The familiar name brings him back to
Long days of tapping palms
On a dashboard, staring at blue
Sky, penning pagan psalms
And smoking out cracked window panes
Singing scat scat, scat scat
Like an old drunk stumbling through rain,
Crazy speeding hepcat.
The dull suited man steps inside
Grabs the display copy, now
Thinking far thoughts that hide
Behind broad wrinkled brow.
Slams it down on cracked countertop
Blocking out sale girl’s words,
Restlessly tapping on wood knot.
Out the window, birds.
Sitting down on a rough wood stool
With gin in hand, he stares
Down at the novel, a mind full
Of wonder, slowly dares
To picture his own name on the
Cover – but no, he sighs;
Opens to page one and then he
Reads while loos’ning his tie.
by Renee Hogan
As a child, I wandered and traversed over green hills
With bright dandelions dotting my path and played with the
Rabbits, dog, and chickens; skipping
My toes sunk deep into
The garden mud then splashed calf deep
In candy-colored kiddy pool on sun-sparkled water.
I had oceans, I had deserts, I had mountains, and
I had valleys, all within
The safety of my green wire fence.
Just when the sun sunk beneath the treetops of green leaf fur,
My cousin would appear at the gate calling out greeting
In a sing-song voice returned by
The soft pitter patter.
Pitter patter of my bare feet.
I thought her much older and wiser though only by two years;
Her hair dark as the garden soil streaming behind in the wind.
Telling secrets on the tire swing
Round and round chains squeaking, girls giggling.

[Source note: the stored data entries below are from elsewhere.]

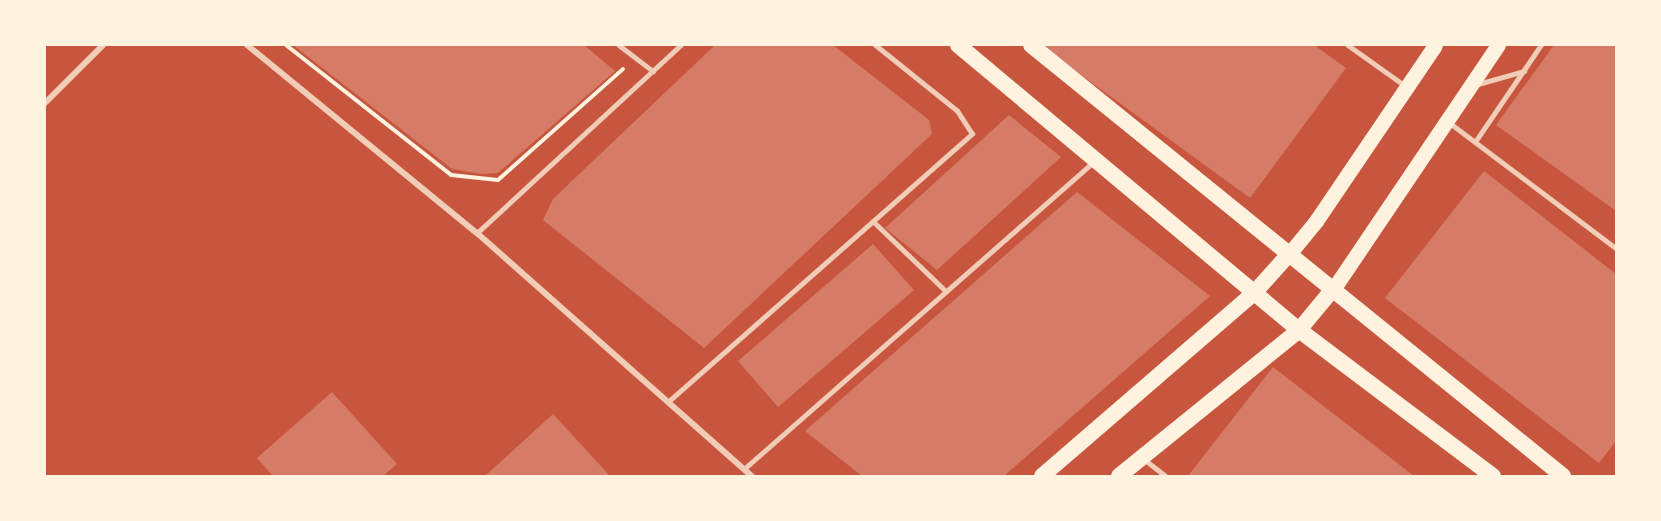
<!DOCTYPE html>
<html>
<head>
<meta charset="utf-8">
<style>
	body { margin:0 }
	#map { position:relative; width:1661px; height:521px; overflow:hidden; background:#c8553d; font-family:"IBM Plex Sans",sans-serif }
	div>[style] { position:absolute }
	.building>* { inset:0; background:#d67c66 }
	.path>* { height:4px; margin:-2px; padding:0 2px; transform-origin:2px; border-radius:2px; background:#fff3e0 }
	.service>* { height:4.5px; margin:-2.25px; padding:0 2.25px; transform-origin:2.25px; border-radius:2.25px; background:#f1ccb7 }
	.minor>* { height:6px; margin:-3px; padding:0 3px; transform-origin:3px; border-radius:3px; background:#f1ccb7 }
	.primary>* { height:15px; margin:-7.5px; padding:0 7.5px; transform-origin:7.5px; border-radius:7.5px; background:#fff3e0 }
	.trunk>* { height:16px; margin:-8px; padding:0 8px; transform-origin:8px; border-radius:8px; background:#fff3e0 }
	span { translate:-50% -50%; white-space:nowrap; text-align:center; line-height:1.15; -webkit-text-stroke:4.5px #fff3e0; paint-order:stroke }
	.frame { position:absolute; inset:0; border:46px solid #fff3e0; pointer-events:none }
</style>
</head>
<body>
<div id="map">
	<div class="building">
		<i style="clip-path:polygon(293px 45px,584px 45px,615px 71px,498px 173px,481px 174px,452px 169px)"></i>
		<i style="clip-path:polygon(715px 45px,833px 45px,929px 120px,932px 134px,704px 348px,543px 220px,553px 199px)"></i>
		<i style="clip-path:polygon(1040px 45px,1314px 45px,1346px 68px,1250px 198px)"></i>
		<i style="clip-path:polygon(1554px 45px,1616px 45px,1616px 211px,1496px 125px)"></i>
		<i style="clip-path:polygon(1009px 115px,1061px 157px,937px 270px,885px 228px)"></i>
		<i style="clip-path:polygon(1484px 171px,1616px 274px,1616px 441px,1599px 463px,1385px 298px)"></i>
		<i style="clip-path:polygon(1077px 192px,1210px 296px,1004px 476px,862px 476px,805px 431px)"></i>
		<i style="clip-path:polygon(873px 244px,914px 290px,778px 407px,738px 361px)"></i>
		<i style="clip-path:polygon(1273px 367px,1414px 476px,1188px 476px)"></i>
		<i style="clip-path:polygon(332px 392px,397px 464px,383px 476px,273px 476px,257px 458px)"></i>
		<i style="clip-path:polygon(553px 414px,610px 476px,485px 476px)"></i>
	</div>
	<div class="path">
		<i style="left:286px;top:45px;width:210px;rotate:38.2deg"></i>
		<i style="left:451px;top:175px;width:47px;rotate:6.1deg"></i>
		<i style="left:498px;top:180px;width:167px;rotate:-41.6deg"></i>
	</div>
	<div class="service">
		<i style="left:619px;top:45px;width:43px;rotate:37.4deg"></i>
		<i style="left:1348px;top:45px;width:69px;rotate:35.5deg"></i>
		<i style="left:1478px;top:84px;width:48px;rotate:-15.8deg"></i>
		<i style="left:1450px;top:123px;width:208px;rotate:37deg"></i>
		<i style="left:1475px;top:142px;width:117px;rotate:-55.8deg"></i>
		<i style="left:873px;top:221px;width:101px;rotate:43.8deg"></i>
		<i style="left:477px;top:233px;width:277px;rotate:-42.7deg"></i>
		<i style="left:669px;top:401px;width:404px;rotate:-41.4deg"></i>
		<i style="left:972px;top:134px;width:27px;rotate:-123deg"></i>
		<i style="left:957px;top:111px;width:105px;rotate:-141.2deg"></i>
		<i style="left:1144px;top:459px;width:28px;rotate:38deg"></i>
		<i style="left:744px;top:469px;width:465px;rotate:-41.3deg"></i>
	</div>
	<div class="minor">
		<i style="left:247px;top:45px;width:297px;rotate:39.3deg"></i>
		<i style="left:477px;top:233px;width:367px;rotate:41.5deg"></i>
		<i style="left:45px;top:103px;width:82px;rotate:-45deg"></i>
	</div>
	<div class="primary">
		<i style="left:1289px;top:254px;width:43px;rotate:-50.7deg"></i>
		<i style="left:1316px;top:221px;width:212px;rotate:-55.9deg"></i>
		<i style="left:1334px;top:288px;width:293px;rotate:-56deg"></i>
	</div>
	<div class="trunk">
		<i style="left:958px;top:45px;width:444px;rotate:39.9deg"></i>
		<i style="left:1299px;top:330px;width:243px;rotate:37deg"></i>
		<i style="left:1031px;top:45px;width:685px;rotate:39.01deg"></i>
		<i style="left:1042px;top:476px;width:280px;rotate:-40.8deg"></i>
		<i style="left:1254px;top:293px;width:52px;rotate:-48.1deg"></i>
		<i style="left:1119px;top:476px;width:232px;rotate:-39deg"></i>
		<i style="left:1299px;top:330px;width:55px;rotate:-50.2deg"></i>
	</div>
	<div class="frame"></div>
</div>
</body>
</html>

In the treehouse atop the green fence wire, we were like
Pilgrims making up languages in tree caves carved carefully
Out of wood using unknown utensils,
Decorating the house with
Rough bark and floral trimmings galore.
Day by day we played until that deep red sun fell off
The earth and colors filled the sky. Then we’d wave goodbye at
The green locked gate and head back
To our respective homes and families.
On the weekends, I got in my dad’s red Ford Explorer
And poking my head out of sunroof towards sky yelled down,
“Go faster, go faster, go-” falling
back down into the plush
seat laughing, letting him buckle me in;
He smiled eyes kind but tired, for he could no longer
See the sky blue and bright so high above our curl-topped heads,
above the opened sky roof,
above treetops, and cloud canopy.
Then we would order the home-style breakfast and share it
With a small OJ on the side; my eyes would greedily
Devour a second pancake before
Finishing my first one.
I flipped through printed pages of words
Pretending I knew what I was reading to be like him.

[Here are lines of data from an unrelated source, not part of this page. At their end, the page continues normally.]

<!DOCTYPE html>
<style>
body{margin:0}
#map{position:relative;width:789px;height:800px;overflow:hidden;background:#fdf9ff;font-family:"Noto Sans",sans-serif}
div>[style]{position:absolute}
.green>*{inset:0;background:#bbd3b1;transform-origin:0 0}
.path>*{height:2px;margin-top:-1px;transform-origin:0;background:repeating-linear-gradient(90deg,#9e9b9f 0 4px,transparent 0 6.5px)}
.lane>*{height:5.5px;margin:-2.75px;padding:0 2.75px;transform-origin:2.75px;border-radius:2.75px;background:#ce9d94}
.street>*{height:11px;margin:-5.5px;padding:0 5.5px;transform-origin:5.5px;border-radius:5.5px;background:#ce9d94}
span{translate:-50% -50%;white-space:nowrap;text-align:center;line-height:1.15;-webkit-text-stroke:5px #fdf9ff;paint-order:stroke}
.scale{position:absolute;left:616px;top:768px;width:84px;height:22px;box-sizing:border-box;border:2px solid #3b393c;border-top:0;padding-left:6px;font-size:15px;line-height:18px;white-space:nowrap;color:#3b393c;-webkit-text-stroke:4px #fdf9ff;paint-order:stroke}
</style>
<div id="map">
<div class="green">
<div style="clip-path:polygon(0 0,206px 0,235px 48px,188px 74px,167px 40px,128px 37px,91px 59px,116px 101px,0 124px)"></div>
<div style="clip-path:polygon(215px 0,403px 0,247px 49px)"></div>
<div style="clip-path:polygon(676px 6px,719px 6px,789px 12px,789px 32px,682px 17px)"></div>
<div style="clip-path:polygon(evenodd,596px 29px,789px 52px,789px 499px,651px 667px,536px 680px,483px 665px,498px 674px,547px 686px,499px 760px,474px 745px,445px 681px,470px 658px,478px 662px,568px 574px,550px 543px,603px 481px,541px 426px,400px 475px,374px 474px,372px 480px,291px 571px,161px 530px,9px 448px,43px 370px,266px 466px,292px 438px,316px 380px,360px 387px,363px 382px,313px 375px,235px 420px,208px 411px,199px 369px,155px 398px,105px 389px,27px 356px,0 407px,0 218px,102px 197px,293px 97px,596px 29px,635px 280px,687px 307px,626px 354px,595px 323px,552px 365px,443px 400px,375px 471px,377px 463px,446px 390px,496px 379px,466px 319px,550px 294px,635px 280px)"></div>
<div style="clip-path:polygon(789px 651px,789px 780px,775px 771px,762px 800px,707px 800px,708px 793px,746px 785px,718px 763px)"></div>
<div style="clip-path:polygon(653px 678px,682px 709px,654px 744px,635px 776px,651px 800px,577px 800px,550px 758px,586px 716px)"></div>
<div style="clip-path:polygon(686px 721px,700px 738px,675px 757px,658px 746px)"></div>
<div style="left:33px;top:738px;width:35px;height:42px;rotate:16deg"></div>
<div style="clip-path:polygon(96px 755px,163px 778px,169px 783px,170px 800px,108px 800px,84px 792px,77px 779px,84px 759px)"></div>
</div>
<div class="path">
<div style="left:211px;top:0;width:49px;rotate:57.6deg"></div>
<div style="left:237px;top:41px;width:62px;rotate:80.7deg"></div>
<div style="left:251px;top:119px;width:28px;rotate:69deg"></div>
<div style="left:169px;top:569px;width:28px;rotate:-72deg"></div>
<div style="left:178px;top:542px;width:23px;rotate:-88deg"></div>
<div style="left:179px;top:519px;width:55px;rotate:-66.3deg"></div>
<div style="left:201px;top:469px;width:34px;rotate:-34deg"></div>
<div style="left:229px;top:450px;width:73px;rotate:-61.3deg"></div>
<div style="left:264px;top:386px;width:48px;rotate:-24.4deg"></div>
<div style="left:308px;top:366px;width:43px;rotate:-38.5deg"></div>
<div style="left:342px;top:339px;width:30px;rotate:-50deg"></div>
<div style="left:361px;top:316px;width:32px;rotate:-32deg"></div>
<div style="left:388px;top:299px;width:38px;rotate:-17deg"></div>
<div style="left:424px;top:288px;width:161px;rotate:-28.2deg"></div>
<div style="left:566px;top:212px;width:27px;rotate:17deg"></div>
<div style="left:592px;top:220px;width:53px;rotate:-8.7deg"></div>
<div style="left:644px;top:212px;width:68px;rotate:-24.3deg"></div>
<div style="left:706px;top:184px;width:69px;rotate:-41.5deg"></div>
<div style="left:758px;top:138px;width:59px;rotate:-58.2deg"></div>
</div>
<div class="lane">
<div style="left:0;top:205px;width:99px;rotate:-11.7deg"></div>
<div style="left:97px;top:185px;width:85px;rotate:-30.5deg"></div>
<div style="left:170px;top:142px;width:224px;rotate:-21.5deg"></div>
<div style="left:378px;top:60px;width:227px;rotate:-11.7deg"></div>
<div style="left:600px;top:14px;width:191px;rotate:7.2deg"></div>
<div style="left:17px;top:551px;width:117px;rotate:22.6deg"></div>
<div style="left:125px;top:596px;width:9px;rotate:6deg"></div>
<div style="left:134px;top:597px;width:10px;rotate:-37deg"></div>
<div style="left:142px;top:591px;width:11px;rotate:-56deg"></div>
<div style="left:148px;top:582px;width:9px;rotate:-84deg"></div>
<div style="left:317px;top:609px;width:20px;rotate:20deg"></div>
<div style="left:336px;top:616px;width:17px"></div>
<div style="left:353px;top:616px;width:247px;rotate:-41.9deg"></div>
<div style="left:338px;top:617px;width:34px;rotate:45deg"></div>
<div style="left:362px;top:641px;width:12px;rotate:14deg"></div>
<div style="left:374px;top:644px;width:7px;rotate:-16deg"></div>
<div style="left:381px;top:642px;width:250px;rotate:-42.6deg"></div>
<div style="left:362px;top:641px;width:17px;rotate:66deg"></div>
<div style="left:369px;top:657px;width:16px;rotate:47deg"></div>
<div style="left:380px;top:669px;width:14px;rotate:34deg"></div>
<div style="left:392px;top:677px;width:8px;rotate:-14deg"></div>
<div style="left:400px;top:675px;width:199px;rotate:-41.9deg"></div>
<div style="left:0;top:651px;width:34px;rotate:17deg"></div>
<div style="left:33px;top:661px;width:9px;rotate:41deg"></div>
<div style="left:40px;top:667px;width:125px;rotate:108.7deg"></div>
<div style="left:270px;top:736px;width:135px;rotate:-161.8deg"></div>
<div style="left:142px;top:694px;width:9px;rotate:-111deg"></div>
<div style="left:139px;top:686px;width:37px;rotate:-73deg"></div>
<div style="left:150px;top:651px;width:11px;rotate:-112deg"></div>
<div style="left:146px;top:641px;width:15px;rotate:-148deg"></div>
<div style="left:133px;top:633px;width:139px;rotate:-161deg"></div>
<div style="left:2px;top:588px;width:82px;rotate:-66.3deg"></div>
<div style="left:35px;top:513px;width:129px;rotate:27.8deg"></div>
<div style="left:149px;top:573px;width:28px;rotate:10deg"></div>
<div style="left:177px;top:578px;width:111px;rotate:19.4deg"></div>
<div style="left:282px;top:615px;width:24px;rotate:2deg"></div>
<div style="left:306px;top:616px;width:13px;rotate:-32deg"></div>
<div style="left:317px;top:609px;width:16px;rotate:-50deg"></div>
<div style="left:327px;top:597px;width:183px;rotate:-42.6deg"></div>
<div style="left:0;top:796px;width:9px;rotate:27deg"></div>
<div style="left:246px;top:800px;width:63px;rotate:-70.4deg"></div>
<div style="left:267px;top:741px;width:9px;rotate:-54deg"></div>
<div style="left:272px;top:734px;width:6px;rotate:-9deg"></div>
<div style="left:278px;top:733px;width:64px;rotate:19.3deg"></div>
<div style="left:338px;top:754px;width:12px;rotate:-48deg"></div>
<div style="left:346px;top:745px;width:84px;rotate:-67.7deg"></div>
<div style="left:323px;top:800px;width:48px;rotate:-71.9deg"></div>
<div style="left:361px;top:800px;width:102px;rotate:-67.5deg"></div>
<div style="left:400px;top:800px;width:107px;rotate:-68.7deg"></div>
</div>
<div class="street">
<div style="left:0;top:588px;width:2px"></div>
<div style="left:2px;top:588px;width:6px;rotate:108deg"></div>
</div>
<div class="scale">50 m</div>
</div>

Peering out the sun-lit windows picking at pastel paint.
I’d kick the foot of his chair
Impatiently when I wanted to leave.
Afterwards, we would fish out of a yellow blow-up boat,
Tip-toes dangling in cool, mossy water letting minnows
Tickle my feet with nibbly snacking.
My father rowed around
With strong arms covered in wrinkling skin
And I’d float, weightless, on my knees, with my neck outstretched
Watching the soaring birds, feeling like I was one of them,
Not knowing, not caring where
I was going, unaware of time.
There were days when my father had to work on the weekend
And I stared into my cheerios bowl pushing my spoon
Click clack click clack and leaning into
My palm, fingers tapping
Absentmindedly on my forehead.
I flipped through the paper, giving up on the news, instead
Glancing over the comics, my mouth turning corners but
My eyes contradicted it,
Glazing over, wandering aimless.
I found one of the rabbits resting peacefully in a nest
Of hay, fur, and grass, paws crossed like a Komodo dragon.
Her spring-like hop wilted in the
Summer heat after eleven
Summers gone by in the cool breeze.
My eyes shed no tear but were opened slightly, while stopping
To rest on her small, speckled body. We buried her
Five dwarf steps away from
The green fence under a rocky mount.